Figure 2 shows an internal combustion engine 1, which in turn is designed as a wet sump suction motor 5, with the crank chamber 2, the suction pipe 3 and a suction pipe 3 air and flow upstream upstream throttle valve 8 for supplying combustion air to the internal combustion engine 1. The crankcase ventilation 4 has this , coming from the crankcase 2, a branch 9, on the other hand via a throttle 10 to the intake manifold 3 on the one hand and via a check valve 11 to an entry point 12 in front of the throttle valve 8 (ie upstream of the throttle valve 8) branches. The crank room pressure P _K R is set using an adapted throttle bore of the throttle 10 so that a pressure difference Δ _P to the ambient air pressure PU _G of about -100 mbar to -300 mbar is obtained.

Figure 3 shows an internal combustion engine 1, which is designed as a wet sump turbo engine 13. The internal combustion engine 1 has the intake manifold 3 and, upstream of the intake manifold 3, a turbocharger 14 for conveying combustion air into the intake manifold 3 for combustion in the internal combustion engine 1. The crankcase ventilation 4 has via the branch 9 a line guide via the pressure control valve 6 and a check valve 11 arranged downstream thereof a connection to the suction pipe 3 on the one hand and, via a check valve 11, on the other hand, a connection to the entry point 12 upstream of the turbocharger 14. Again, the crank chamber vacuum P _KR via the pressure control valve with a preferably adapted spring so adjustable that results in a pressure difference Δ _P to the ambient _air pressure P _UG from -100 mbar to -300 mbar.

FIG. 4 shows the internal combustion engine 1 in the embodiment as a wet sump turbocharged engine 13, as described above with reference to FIG. Instead of the printing process described in FIG. Gelventil 6 is in the present case provided with an adapted throttle restriction 10 in the crankcase vent 4, namely upstream of the branch 9 and downstream of the check valve 11, downstream of the suction pipe 3. In the outgoing from the branch 9, other branch upstream of the turbocharger 14 at the Entry point 12 opens, a check valve 11 is also provided. In this embodiment too, a crank chamber vacuum P _KR relative to the ambient pressure P _UG of -100 mbar to -300 mbar can be set via the adapted throttle bore.

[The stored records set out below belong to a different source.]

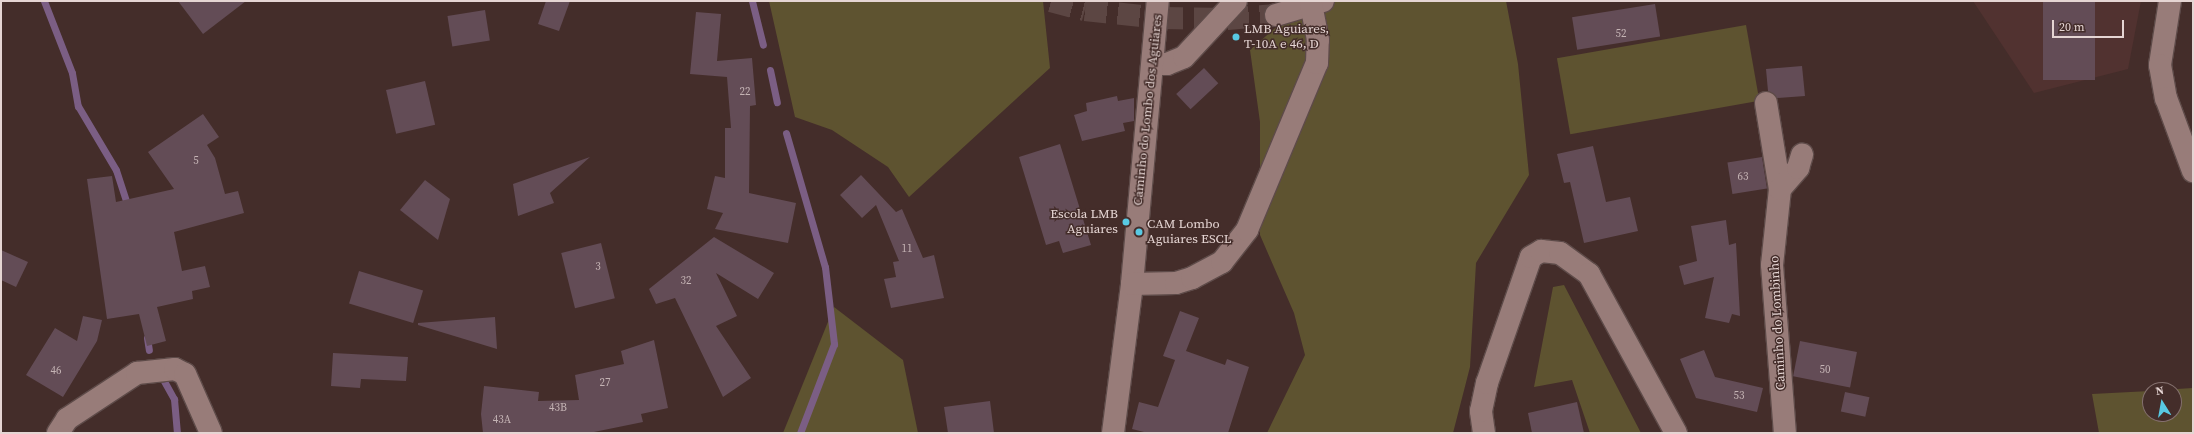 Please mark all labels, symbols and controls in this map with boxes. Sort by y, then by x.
scale bar [2054,12,2126,38]
street label: Caminho do Lombo dos Aguiares [1130,14,1166,206]
text: 20 m [2059,19,2085,35]
place label: LMB Aguiares, T-10A e 46, D [1244,22,1329,53]
house number: 52 [1616,27,1626,41]
marker: LMB Aguiares, T-10A e 46, D [1231,32,1241,42]
house number: 22 [740,85,750,99]
house number: 5 [193,154,199,168]
house number: 63 [1738,170,1748,184]
place label: Escola LMB Aguiares [1050,207,1118,238]
marker: Escola LMB Aguiares [1121,217,1131,227]
place label: CAM Lombo Aguiares ESCL [1147,217,1231,248]
marker: CAM Lombo Aguiares ESCL [1134,227,1144,237]
house number: 11 [902,242,912,256]
street label: Caminho do Lombinho [1767,255,1789,391]
house number: 3 [595,260,601,274]
house number: 32 [681,274,691,288]
house number: 50 [1820,363,1830,377]
house number: 46 [51,364,61,378]
house number: 27 [600,376,610,390]
north arrow [2142,382,2182,422]
text: N [2154,383,2165,399]
house number: 53 [1734,389,1744,403]
house number: 43B [549,401,567,415]
house number: 43A [493,413,511,427]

FIG. 5 shows the internal combustion engine 1 in an embodiment as a dry sump engine 15, wherein a lubricant circuit 16 designed as a dry sump lubricant circuit 25 provides inter alia a dry sump 17 with an oil pump 18. The dry sump lubricant circuit 25 is in this case formed between the crank chamber 2, the dry sump 17 with oil pump 18, a lubricant reservoir 19 and a pressure regulator 20 with feedback from the pressure regulator 20 to the crank chamber 2, wherein a gas flow along the lubricant flow. From the lubricant reservoir 19 is a vent line 21, which opens via a pressure control valve 6 in the suction pipe 3; This arrangement represents the crankcase ventilation 4. From the lubricant reservoir 19 via the pressure regulator 20, a crankcase ventilation 22 is thus provided, via which the desired pressure conditions in the crankcase 2 can be adjusted, namely by means of a along the flow of oil through the oil pump 18 promoted gas flow. Again, a crank chamber vacuum P _K R is set, which is relative to the ambient pressure P _UG between -100 mbar and -300 mbar.

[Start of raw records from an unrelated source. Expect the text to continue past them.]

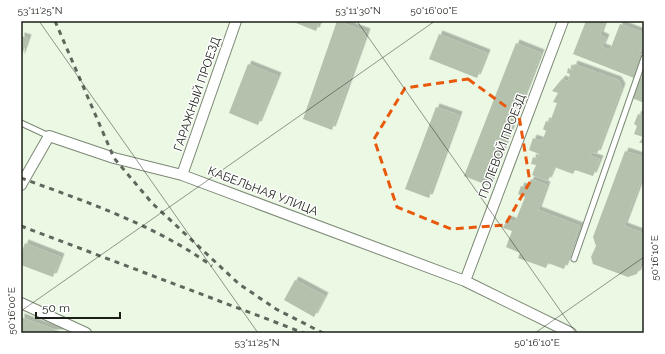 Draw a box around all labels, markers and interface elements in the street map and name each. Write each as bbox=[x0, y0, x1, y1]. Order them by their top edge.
text: 53°11'25"N bbox=[18, 5, 62, 16]
text: 53°11'30"N bbox=[335, 5, 381, 16]
text: 50°16'00"E bbox=[410, 5, 458, 16]
street label: ГАРАЖНЫЙ ПРОЕЗД bbox=[171, 35, 223, 153]
street label: ПОЛЕВОЙ ПРОЕЗД bbox=[476, 92, 528, 200]
street label: КАБЕЛЬНАЯ УЛИЦА bbox=[206, 164, 320, 218]
text: 50°16'10"E bbox=[649, 235, 660, 281]
text: 50°16'00"E bbox=[6, 287, 17, 335]
scale bar bbox=[36, 294, 120, 320]
text: 50 m bbox=[42, 301, 70, 315]
text: 53°11'25"N bbox=[235, 337, 279, 348]
text: 50°16'10"E bbox=[514, 337, 560, 348]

FIG. 6 shows the internal combustion engine 1, namely the dry sump engine 15, as described in FIG. This has, in deviation from the embodiment described in Figure 5, in the crankcase ventilation 22 no pressure regulator 20; the crankcase ventilation 22 takes place as a direct line connection 23 from the lubricant reservoir 19 to the crankcase 2. The crankcase ventilation 4, starting from the lubricant reservoir 19 and opening into the intake manifold 3, downstream of the lubricant reservoir 19, the pressure control valve 6, which is modified in such a way, for example via an adapted spring, that in the crank chamber 2, the crank chamber vacuum P _K R from -100 mbar to -300 mbar can be adjusted relative to the ambient pressure PU _G.

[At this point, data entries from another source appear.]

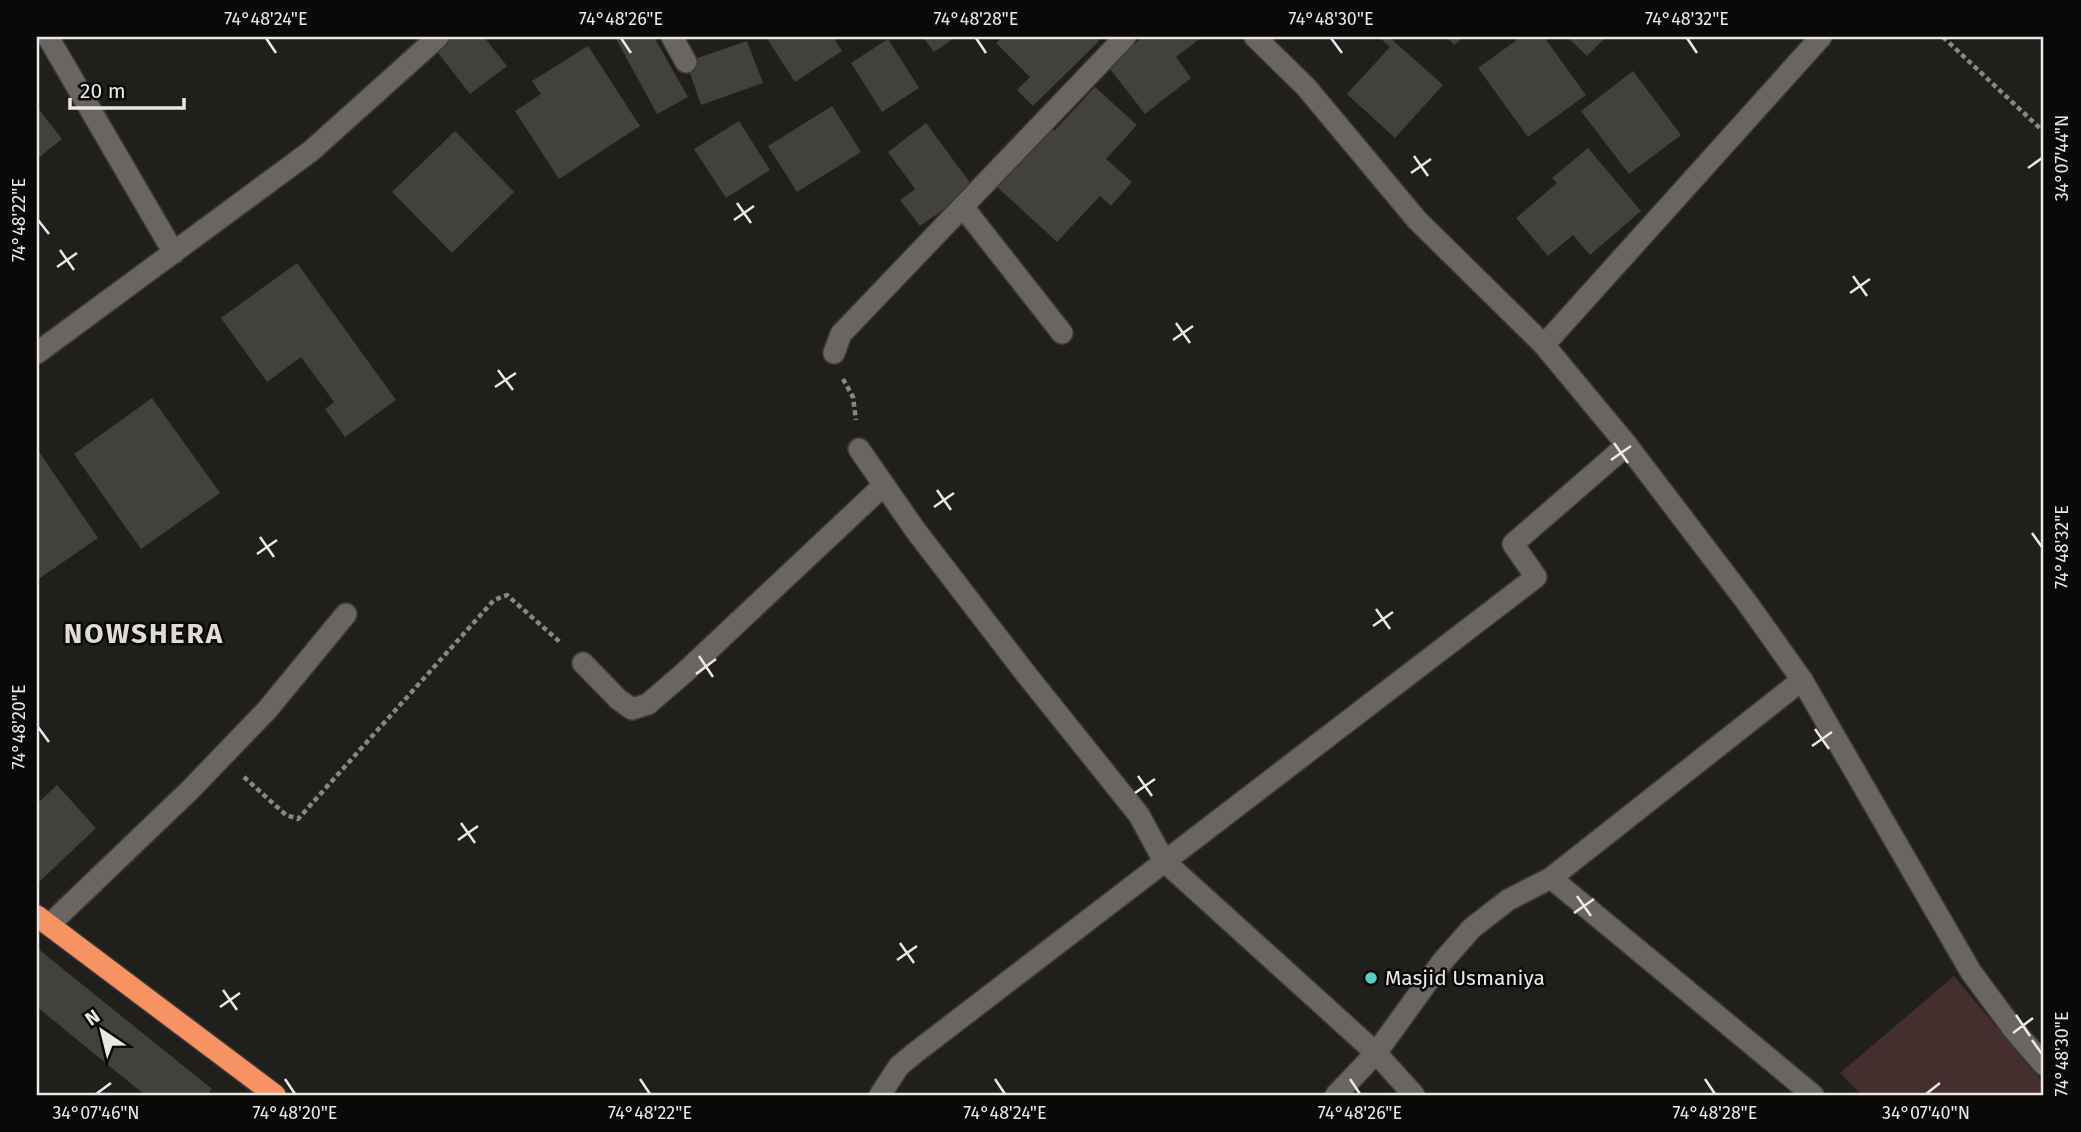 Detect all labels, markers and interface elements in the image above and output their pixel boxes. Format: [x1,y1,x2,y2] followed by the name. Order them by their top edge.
[224,8,308,30] text: 74°48'24"E
[579,8,663,30] text: 74°48'26"E
[934,8,1018,30] text: 74°48'28"E
[1288,8,1374,30] text: 74°48'30"E
[1645,8,1729,30] text: 74°48'32"E
[70,66,184,110] scale bar
[80,78,126,104] text: 20 m
[2051,115,2073,201] text: 34°07'44"N
[8,178,30,262] text: 74°48'22"E
[2051,505,2073,589] text: 74°48'32"E
[64,617,224,650] district label: NOWSHERA
[8,684,30,770] text: 74°48'20"E
[1385,965,1545,991] place label: Masjid Usmaniya
[1363,970,1379,986] marker: Masjid Usmaniya
[66,996,136,1066] north arrow
[81,1004,104,1031] text: N
[2051,1011,2073,1097] text: 74°48'30"E
[52,1102,140,1124] text: 34°07'46"N
[252,1102,338,1124] text: 74°48'20"E
[608,1102,692,1124] text: 74°48'22"E
[963,1102,1047,1124] text: 74°48'24"E
[1318,1102,1402,1124] text: 74°48'26"E
[1673,1102,1757,1124] text: 74°48'28"E
[1882,1102,1970,1124] text: 34°07'40"N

In this way, in all exemplary embodiments shown, an undesirably high pressure difference between crank chamber 2 and ambient pressure PU _G or between see crankcase vacuum P _K R and intake manifold vacuum P _SR avoided. In this way, it is advantageously possible to reduce an increased oil consumption observed in the coasting and shutdown operation without piston rings of the pistons of the internal combustion engine 1 having to be adapted for better sealing, for example.

LIST OF REFERENCE NUMBERS

1 internal combustion engine

2 crank room

3 intake manifold

4 crankcase ventilation

5 wet sump suction motor

6 pressure control valve

7 lubricant vapors

8 throttle

9 branch

10 throttle

11 check valve

12 entry point

13 wet sump turbo engine

14 turbochargers

15 dry sump engine

16 lubricant circuit

17 dry sump

18 oil pump

19 lubricant reservoir

20 pressure regulator

21 breather pipe

22 Crankcase ventilation

23 line connection

24 suction device

25 dry sump lubricant circuit

PKR crankcase vacuum

PSR intake manifold vacuum

PUG ambient pressure

Δ _P pressure difference

Claims

1. A method for operating an internal combustion engine having a crank chamber, a crank chamber ventilation and an intake system, characterized in that for reducing a lubricant consumption of the internal combustion engine, the pressure in the crank chamber in dependence on a differential pressure between the intake system and crankcase up to a maximum of -500 mbar, in particular 300 mbar, can be reduced to the ambient pressure.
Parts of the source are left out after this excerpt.